Clearly, this indicates that factors outside the primary DNA sequences that constitute the BRCA genes themselves play a vitally important role in determining if these genes function correctly. This shifts the focus to the avoidable causes of BRCA gene silencing, indicating that cancer risk is not a juggernaut force of lethality buried within the destiny of genes; rather, that we have a hand to play in the process.

Why Do BRCA Gene Mutations Improve Ovarian Cancer Survival Outcomes?

Furthermore, the published literature shows that having a BRCA1/BRCA2 mutation actually confers improved survival from ovarian cancer. A recent meta-analysis found that of 35 evaluable studies, 23 identified BRCA dysfunction status as a favourable prognostic factor. The commonly agreed upon explanation for this counterintuitive finding is that platinum-based chemotherapy is more effective against ovarian cancer cells that have dysfunctional DNA repair mechanisms associated with a BRCA mutation.

The problem, however, is that the class of chemotherapy compounds that exert genotoxicity as their primary mechanism of action also result in widespread collateral damage to healthy tissue, as well as enriching the chemoresistant cancer stem cell subpopulation within a tumour, leading to an increase in the malignancy of the cancer tissue that cannot be de-bulked/destroyed – the result of which is the recurrence of more aggressive, life-threatening cancers, despite the slight improvement in survival offered initially from the treatment (stage 4 ovarian cancer only has a 5-year survival rate of 18%).

While not yet sufficiently explored, relatively non-toxic botanical extracts such as curcumin, resveratrol and green tea, and several dozen others (including frankincense), exert anti-ovarian cancer properties, while often exhibiting the property of selective cytoxicity, targeting ovarian cancer cells for epigenetic modifications leading to the arrest of the cell cycle and cell death, without harming non-cancerous cells.

It is possible that BRCA dysfunction, therefore, may also respond exceptionally well to plant-based therapies, putting a different spin on the prevalent ‘breast’ and ‘ovarian’ cancer gene meme, and perhaps conferring a survival advantage if only researchers would make effectiveness and safety a priority over developing proprietary formulations that are eligible for patent approval.
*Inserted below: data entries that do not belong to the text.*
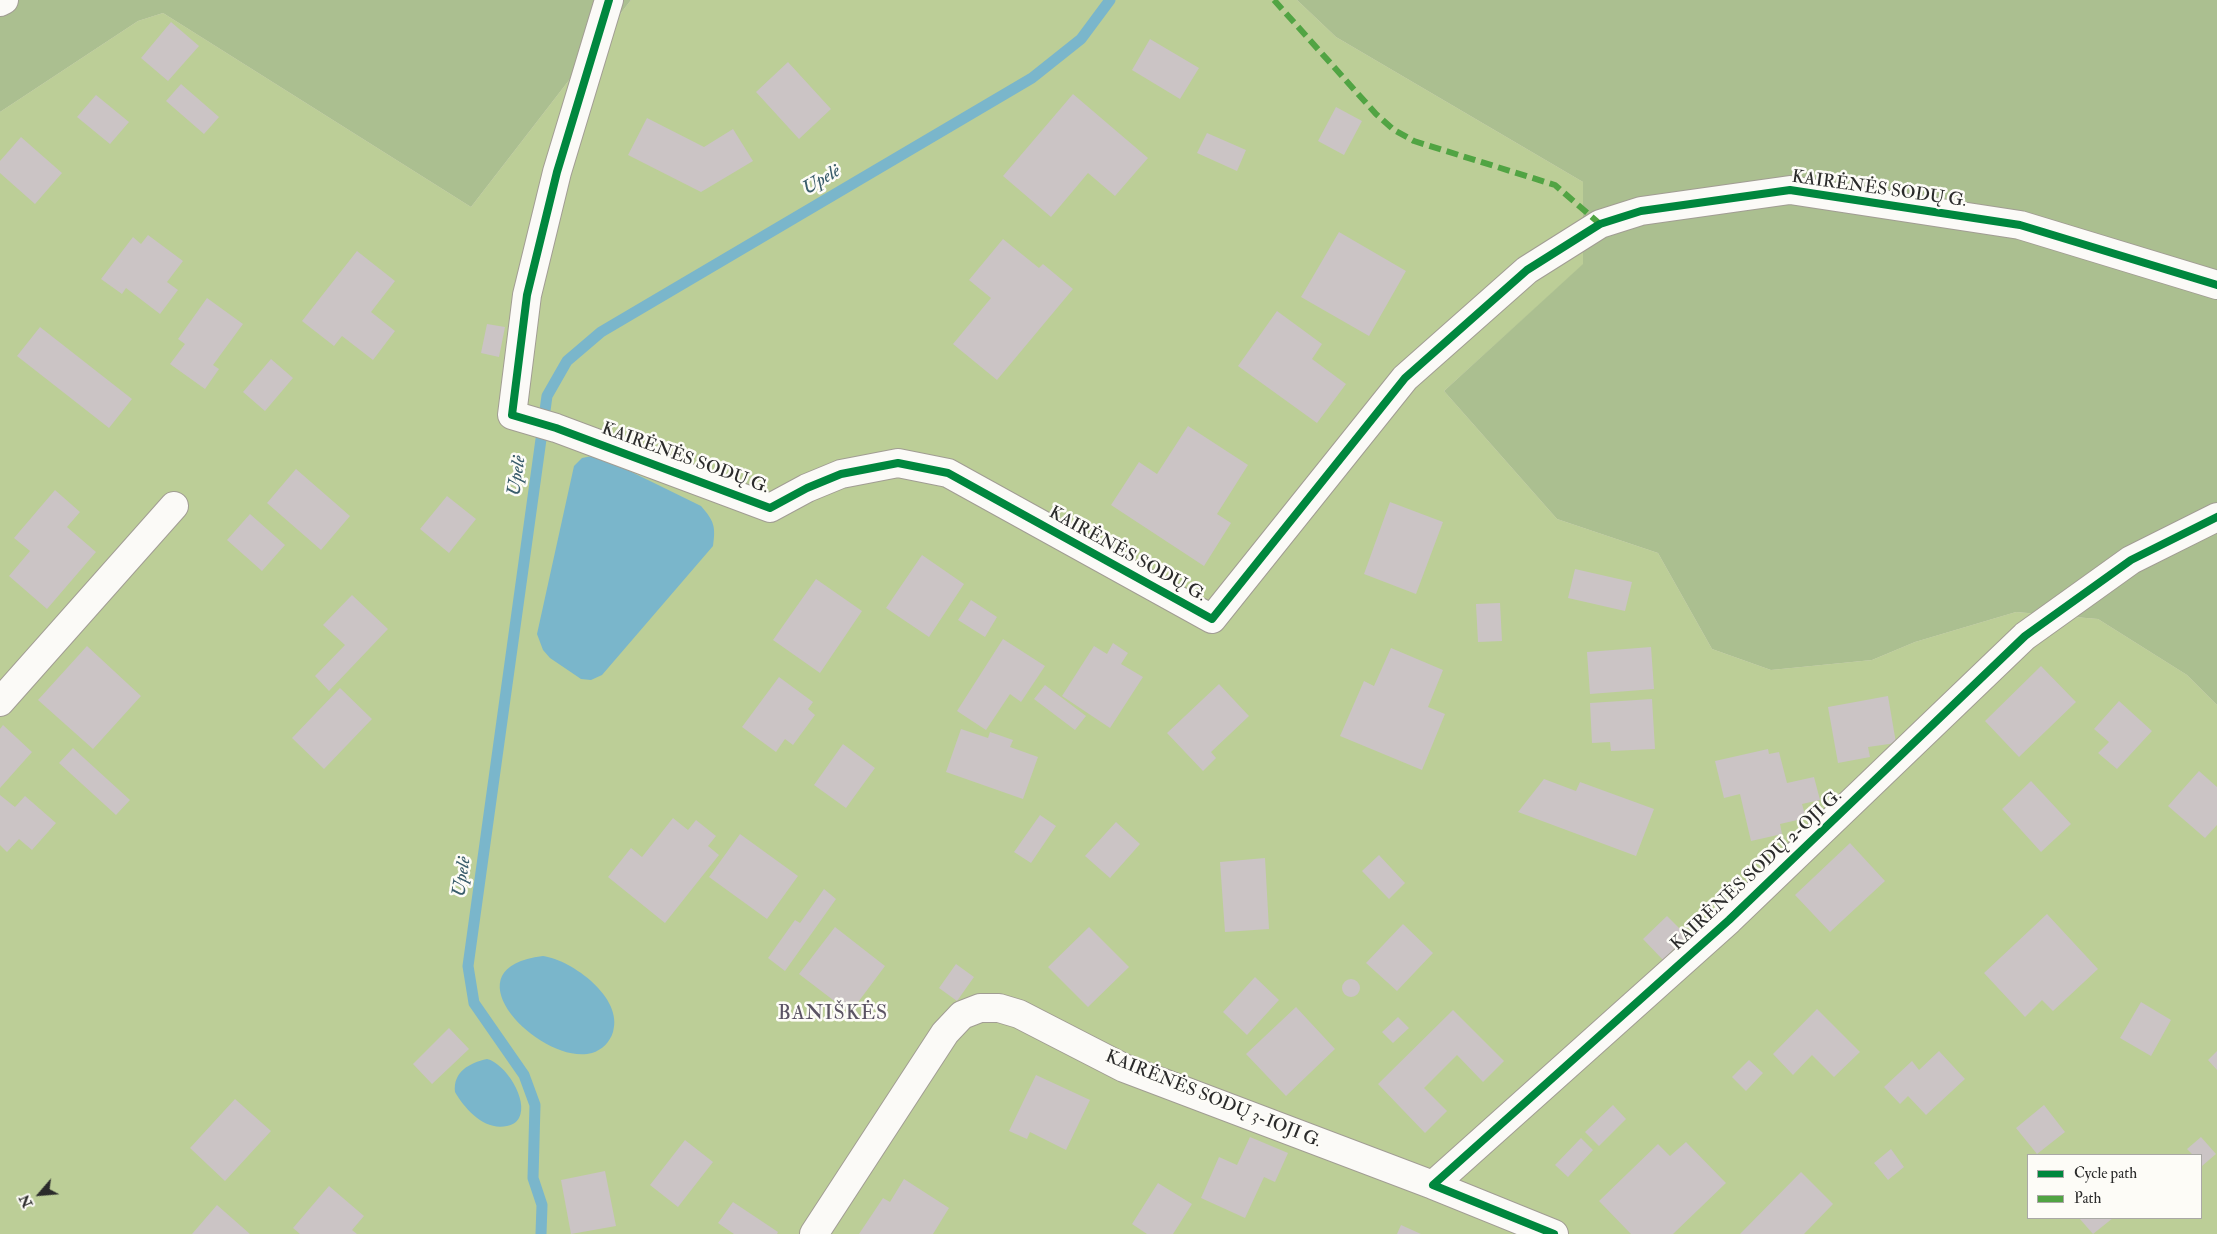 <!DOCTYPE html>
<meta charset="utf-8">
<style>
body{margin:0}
#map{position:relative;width:2217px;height:1234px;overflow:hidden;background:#e4ddcc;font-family:"IM FELL Double Pica",serif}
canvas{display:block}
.legend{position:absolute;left:2027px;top:1154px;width:175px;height:65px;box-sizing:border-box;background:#fdfcf7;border:1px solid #a9a8a5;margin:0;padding:6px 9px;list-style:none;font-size:15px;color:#2b2b2b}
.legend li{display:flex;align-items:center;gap:10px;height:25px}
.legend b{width:25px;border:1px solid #a9a8a5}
.north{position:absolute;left:15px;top:1169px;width:50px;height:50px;-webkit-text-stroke:4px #fdfcf7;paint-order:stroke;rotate:243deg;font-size:14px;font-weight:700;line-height:20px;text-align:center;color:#2b2b2b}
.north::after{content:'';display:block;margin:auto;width:18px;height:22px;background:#2b2b2b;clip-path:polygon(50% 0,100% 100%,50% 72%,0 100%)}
</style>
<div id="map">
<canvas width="2217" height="1234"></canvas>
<ul class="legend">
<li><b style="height:6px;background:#00873e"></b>Cycle path</li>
<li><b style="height:6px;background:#51a443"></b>Path</li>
</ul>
<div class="north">N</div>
</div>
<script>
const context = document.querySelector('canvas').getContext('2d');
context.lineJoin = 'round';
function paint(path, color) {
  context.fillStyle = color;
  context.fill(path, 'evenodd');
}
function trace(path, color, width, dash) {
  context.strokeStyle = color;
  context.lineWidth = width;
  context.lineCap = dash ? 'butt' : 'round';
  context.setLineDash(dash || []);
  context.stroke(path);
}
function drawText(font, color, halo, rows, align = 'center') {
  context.font = font + ' "IM FELL Double Pica",serif';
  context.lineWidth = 5;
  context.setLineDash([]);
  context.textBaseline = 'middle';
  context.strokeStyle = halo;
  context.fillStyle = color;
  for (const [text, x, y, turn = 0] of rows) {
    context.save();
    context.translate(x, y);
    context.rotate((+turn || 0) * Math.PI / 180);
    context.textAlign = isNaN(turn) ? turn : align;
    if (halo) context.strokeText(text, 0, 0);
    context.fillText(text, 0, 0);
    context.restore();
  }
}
paint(new Path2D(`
 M631 0H1297L1336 37 1583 182 1584 264 1444 391 1557 519 1658 553 1712 649 1771 670 1872 660 1915 642 2016 612 2098 619 2187 675 2217 705V1234H0V112L138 21 163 13 471 207ZM2028 1155H2201V1218H2028Z`), '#bcce97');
paint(new Path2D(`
 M0 0H631L471 207 163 13 138 21 0 112Z
 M1297 0H2217V705L2187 675 2098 619 2016 612 1915 642 1872 660 1771 670 1712 649 1658 553 1557 519 1444 391 1583 264V182L1336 37Z`), '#abbf90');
paint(new Path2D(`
 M597 455 701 506C714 521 716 526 713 546L602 675 591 680 581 679 550 658 543 650 537 634 574 466 582 458Z
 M543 956C572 960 624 998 613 1032 610 1042 602 1050 592 1053 543 1067 442 968 543 956Z
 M487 1059C505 1063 529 1100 519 1118 516 1123 512 1125 507 1126 484 1131 465 1109 455 1092 453 1072 469 1063 487 1059Z`), '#7ab6cb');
trace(new Path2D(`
 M541 1234 542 1205 533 1178 535 1105 524 1075 474 1003 468 966 547 396 567 361 601 332 1032 78 1081 39 1110 0`), '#7ab6cb', 11);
paint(new Path2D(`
 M171 22 199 46 168 81 141 58Z
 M1150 39 1199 68 1180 99 1132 70Z
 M788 62 831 109 799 139 756 92Z
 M181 84 219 117 204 134 166 101Z
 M1073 94 1148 158 1115 196 1088 173 1051 217 1003 176Z
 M96 95 129 122 110 144 77 117Z
 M1336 107 1362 121 1344 155 1318 141Z
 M647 118 704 147 733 129 753 161 701 192 628 155Z
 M1207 133 1246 150 1237 171 1197 153Z
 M21 137 62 173 35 204 0 173V161Z
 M1339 232 1406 271 1369 336 1301 297Z
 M148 235 183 261 167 282 178 290 160 314 126 288 122 294 101 279 133 237 141 244Z
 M1003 239 1039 268 1043 264 1073 289 997 380 953 344 991 298 969 280Z
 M357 251 395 281 371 312 395 331 373 360 342 336 334 346 302 321Z
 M207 298 243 324 213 365 219 369 205 389 170 364 185 344 178 339Z
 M1277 311 1322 344 1312 359 1346 384 1317 423 1238 366Z
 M487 324 505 327 499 357 481 353Z
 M40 327 132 399 109 428 17 356Z
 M271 359 293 378 265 411 243 392Z
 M1188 426 1248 465 1217 514 1231 523 1204 566 1111 505 1139 462 1157 474Z
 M296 469 350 516 321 550 267 503Z
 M55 490 80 512 67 527 96 552 47 609 9 576 30 551 14 538Z
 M447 496 476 519 449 553 420 529Z
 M1390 502 1443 522 1416 594 1364 574Z
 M250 514 285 545 262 571 227 540Z
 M922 555 964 584 929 637 886 608Z
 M1575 569 1632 582 1625 611 1568 598Z
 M816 579 862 611 820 673 773 640Z
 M352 595 388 629 329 691 315 676 345 645 323 625Z
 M971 600 997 617 985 637 958 620Z
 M1500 603 1502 641 1478 642 1476 604Z
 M1003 639 1045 666 1021 702 1010 694 986 730 957 711Z
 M1113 643 1128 653 1121 664 1143 677 1110 728 1062 696 1094 646 1107 654Z
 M87 646 141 696 93 749 38 700Z
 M1651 647 1654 689 1590 694 1587 652Z
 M1391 648 1443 670 1428 707 1445 714 1422 770 1340 736 1364 681 1374 686Z
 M2041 666 2076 702 2019 757 1985 721Z
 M779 677 813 702 808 709 815 715 793 745 785 739 776 752 742 727Z
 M1219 684 1249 716 1211 752 1216 758 1203 771 1167 733Z
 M1045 685 1086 716 1075 730 1034 699Z
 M340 688 372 719 324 769 292 738Z
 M1888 696 1896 743 1868 747 1870 757 1838 763 1828 707Z
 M1652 699 1655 749 1611 751 1610 742 1592 743 1590 703Z
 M2119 701 2152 731 2117 769 2098 753 2109 742 2094 729Z
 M3 725 32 752 0 788V729Z
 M961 729 988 738 990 732 1013 740 1010 747 1038 757 1023 799 946 772Z
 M843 744 875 768 846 808 814 785Z
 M73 748 130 800 116 815 59 763Z
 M1768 749 1769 754 1779 752 1787 783 1814 777 1820 800 1802 804 1806 818 1780 824 1782 834 1751 841 1740 794 1724 798 1715 761Z
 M2199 771 2217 787V825L2205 838 2168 806Z
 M1544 779 1576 791 1580 782 1654 809 1636 856 1518 812Z
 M2031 781 2071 824 2041 852 2002 809Z
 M0 795 15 807 25 796 56 823 32 850 19 839 7 852 0 845Z
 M1040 815 1056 826 1031 863 1014 852Z
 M673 818 688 830 696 820 716 836 708 846 719 855 665 923 608 877 631 848 642 857Z
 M1116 822 1140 844 1110 878 1085 856Z
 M740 834 798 876 767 919 709 877Z
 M1850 843 1885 881 1830 932 1795 895Z
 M1379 855 1405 883 1389 899 1362 871Z
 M1265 858 1269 929 1225 932 1220 862Z
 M824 889 836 899 785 971 768 958 795 920 800 923Z
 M2047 914 2098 969 2053 1011 2042 1000 2025 1017 1984 973Z
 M1667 916 1687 936 1663 960 1643 939Z
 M1403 924 1433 953 1397 991 1366 963Z
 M835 927 885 966 850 1013 799 974Z
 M1089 927 1129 967 1088 1007 1048 967Z
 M956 964 974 977 957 1001 939 988Z
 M1255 977 1279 1000 1247 1035 1223 1012Z
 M1342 988a9 9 0 1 1 18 0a9 9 0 1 1-18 0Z
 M2141 1002 2171 1020 2151 1056 2120 1038Z
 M1296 1007 1335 1049 1286 1096 1246 1054Z
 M1817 1009 1860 1052 1834 1077 1812 1055 1793 1075 1773 1054Z
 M1453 1010 1504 1061 1483 1082 1457 1055 1424 1088 1447 1111 1425 1133 1378 1084Z
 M1398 1017 1409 1028 1393 1043 1382 1032Z
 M449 1028 469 1049 432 1084 413 1064Z
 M1939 1051 1965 1079 1926 1115 1908 1096 1900 1104 1884 1087 1912 1061 1919 1070Z
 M2217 1051V1070L2208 1060Z
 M1749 1060 1763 1073 1746 1091 1732 1077Z
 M1036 1075 1090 1100 1066 1150 1030 1132 1027 1139 1009 1131Z
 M235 1099 271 1131 225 1181 190 1148Z
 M1613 1105 1626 1119 1599 1146 1585 1132Z
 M2044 1105 2065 1132 2037 1154 2016 1128Z
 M1250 1137 1288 1153 1275 1182 1264 1177 1245 1218 1201 1198 1219 1157 1237 1165Z
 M2201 1137 2216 1154 2202 1166 2201 1155H2193L2187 1149Z
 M1581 1138 1593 1150 1568 1177 1555 1165Z
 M685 1140 713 1162 678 1207 650 1185Z
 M1686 1142 1726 1183 1673 1234H1631L1599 1201 1658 1144 1670 1156Z
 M1891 1149 1904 1167 1888 1180 1874 1163Z
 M605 1171 616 1226 571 1234 561 1180Z
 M1801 1172 1833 1204 1804 1234H1740Z
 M904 1179 949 1208 933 1234H859L883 1198 890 1202Z
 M1158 1183 1192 1204 1173 1234H1147L1132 1224Z
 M329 1186 364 1216 352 1230 357 1234H300L293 1228Z
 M733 1202 778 1232 777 1234H734L718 1223Z
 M217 1205 250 1234H192Z
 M2079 1218H2113L2093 1234Z
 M1401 1225 1421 1234H1397Z`), '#cbc4c5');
const minor = new Path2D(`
 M609 0 557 172 527 295 512 415 556 428 770 508 807 488 841 474 898 463 948 473 1212 619 1405 378 1527 270 1600 224 1641 211 1790 190 2020 225 2217 285
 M0 2 4 0
 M0 702 174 506
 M814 1234 945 1033 962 1015 980 1008H999L1019 1014 1124 1068 1433 1185
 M1554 1234 1433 1185 1729 920 2025 636 2131 560 2217 517`);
trace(minor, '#a19d93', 30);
trace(minor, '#fbfaf7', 28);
trace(new Path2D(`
 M1274 0 1376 114 1394 130 1414 141 1555 185 1600 224`), '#51a443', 6, [12, 6]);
trace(new Path2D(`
 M609 0 557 172 527 295 512 415 556 428 770 508 807 488 841 474 898 463 948 473 1212 619 1405 378 1527 270 1600 224 1641 211 1790 190 2020 225 2217 285
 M1554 1234 1433 1185 1729 920 2025 636 2131 560 2217 517`), '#00873e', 8);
drawText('18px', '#2b2b2b', '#fdfcf7', [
 ["KAIRĖNĖS SODŲ G.",1879,190,8],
 ["KAIRĖNĖS SODŲ G.",685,459,20],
 ["KAIRĖNĖS SODŲ G.",1127,555,29],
 ["KAIRĖNĖS SODŲ 2-OJI G.",1757,871,-43],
 ["KAIRĖNĖS SODŲ 3-IOJI G.",1213,1100,22]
]);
drawText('italic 19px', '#395c6b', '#fdfcf7', [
 ["Upelė",822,181,-31],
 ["Upelė",518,476,-82],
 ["Upelė",463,877,-82]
]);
context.letterSpacing = '1px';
drawText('20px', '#5b5464', '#fdfcf7', [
 ["BANIŠKĖS",833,1015]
]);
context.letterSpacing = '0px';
</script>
Moving Beyond the ‘Mutated Genes Cause Cancer’ Paradigm

Clearly, given these considerations, we must move beyond the fatalistic ‘breast cancer’ or ‘ovarian cancer’ gene (BRCA) memeplex and recognise the factors that we can control are at least as important as those we cannot (i.e. germline DNA sequences). For instance, we know that not only can certain petrochemicals ‘knock out’ BRCA gene function, but certain natural food components like reseveratrol found in grapes and peanuts, can protect the BRCA gene against this exposure.

Medical science is going through massive internal shifts today, still trying to catch up almost a decade later to the fact that we are in the post-genomic era, and the sequencing of genes themselves will not produce the much anticipated holy grail of molecular biology, and by implication radical improvements in the cure of disease.

We, as a society, are being forced to consider the vital importance of our lifestyle in the complexity of modern chronic illness.

Unfortunately, lifestyle is still a neglected and dismissed concept in the halls of America’s medical schools. The evidence speaks to the dangerous reductionism of this paradigm, particularly in the realm of women’s health and the protection of the female body from the aggression of an ill-informed establishment. Wrest back control and shed the fear, which, in and of itself, may be medicine’s most toxic intervention.